3, Clarges Street, April 11th, 1839.

My dear Sir,

I have very seldom been more gratified than by the very kind note which I have just received from you. Your book itself, and everything that I heard about you, though almost all my information came—to the honour, I must say, of our troubled times—from people very strongly opposed to you in politics, led me to regard you with respect and good will, and I am truly glad that I have succeeded in marking those feelings. I was half afraid when I read myself over again in print, that the button, as is too common in controversial fencing even between friends, had once or twice come off the foil.

I am very glad to find that we do not differ so widely as I had apprehended about the Test Act. I can easily explain the way in which I was misled. Your general principle is that religious non-conformity ought to be a disqualification for civil office.
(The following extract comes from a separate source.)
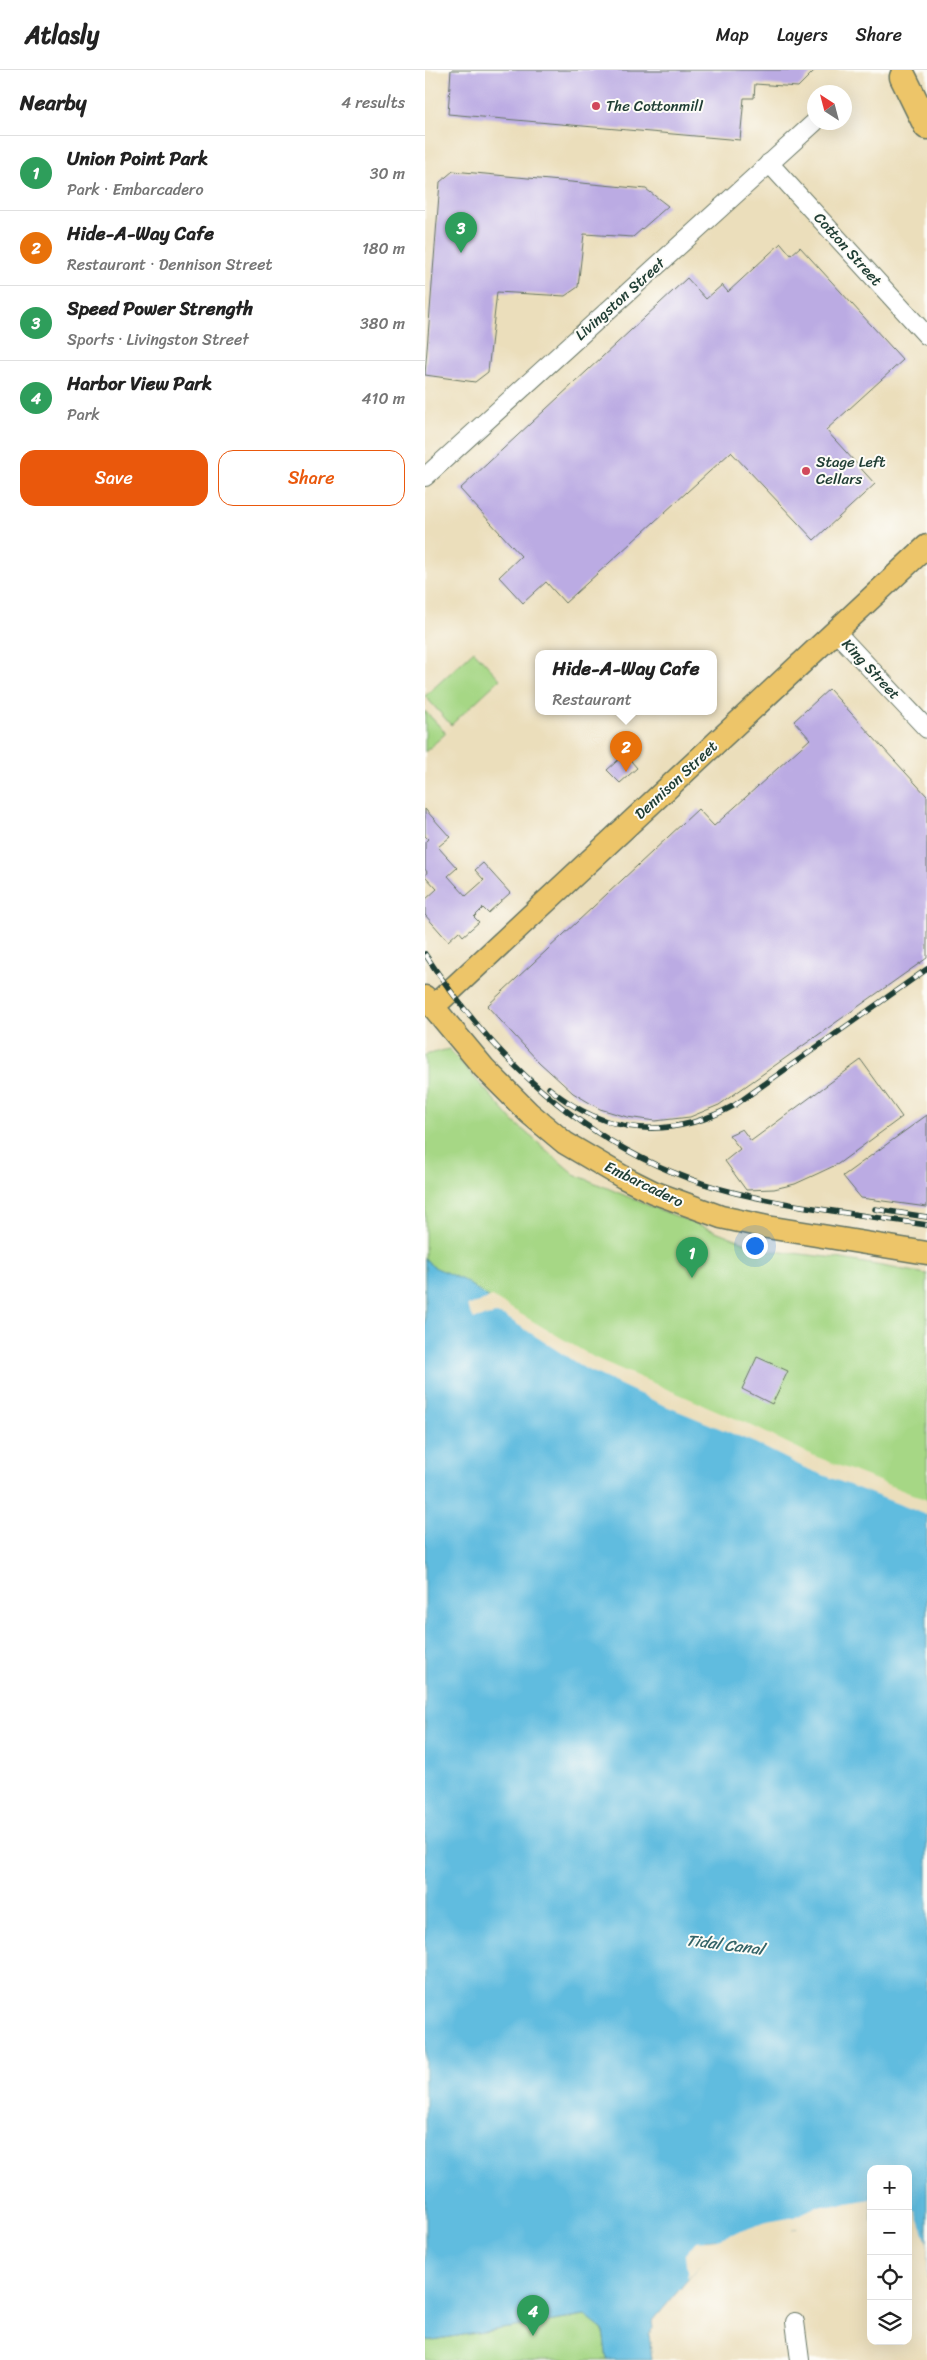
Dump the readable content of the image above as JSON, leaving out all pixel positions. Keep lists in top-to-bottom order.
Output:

In page 238 you say that the true and authentic mode of ascertaining conformity is the Act of Communion. I thought, therefore, that your theory pointed directly to a renewal of the Test Act. And I do not recollect that you have ever used any expression importing that your theory ought in practice to be modified by any considerations of civil prudence. All the exceptions that you mention are, as far as I remember, founded on positive contract—not one on expediency, even in cases where the expediency is so strong and so obvious that most statesmen would call it necessity. If I had understood that you meant your rules to be followed out in practice only so far as might be consistent with the peace and good government of society, I should certainly have expressed myself very differently in several parts of my article.

Accept my warm thanks for your kindness, and believe me, with every good wish,

My dear Sir,
Very truly yours,
T. B. Macaulay.

W. E. Gladstone, Esq., M.P.

Faithful to logic, and to its theory, my work did not shrink from applying them to the crucial case of the Irish Church. It did not disguise the difficulties of the case, for I was alive to the paradox it involved. But the one master idea of the system, that the State as it then stood was capable in this age, as it had been in ages long gone by, of assuming beneficially a responsibility for the inculcation of a particular religion, carried me through all. My doctrine was, that the Church, as established by law, was to be maintained for its truth; that this was the only principle on which it could be properly and permanently upheld; that this principle, if good in England, was good also for Ireland; that truth is of all possessions the most precious to the soul of man; and that to remove, as I then erroneously thought we should remove, this priceless treasure from the view and the reach of the Irish people, would be meanly to purchase their momentary favour at the expense of their permanent interests, and would be a high offence against our own sacred obligations.

These, I think, were the leading propositions of the work. In one important point, however, it was inconsistent with itself; it contained a full admission that a State might, by its nature and circumstances, be incapacitated from upholding and propagating a definite form of religion.[2]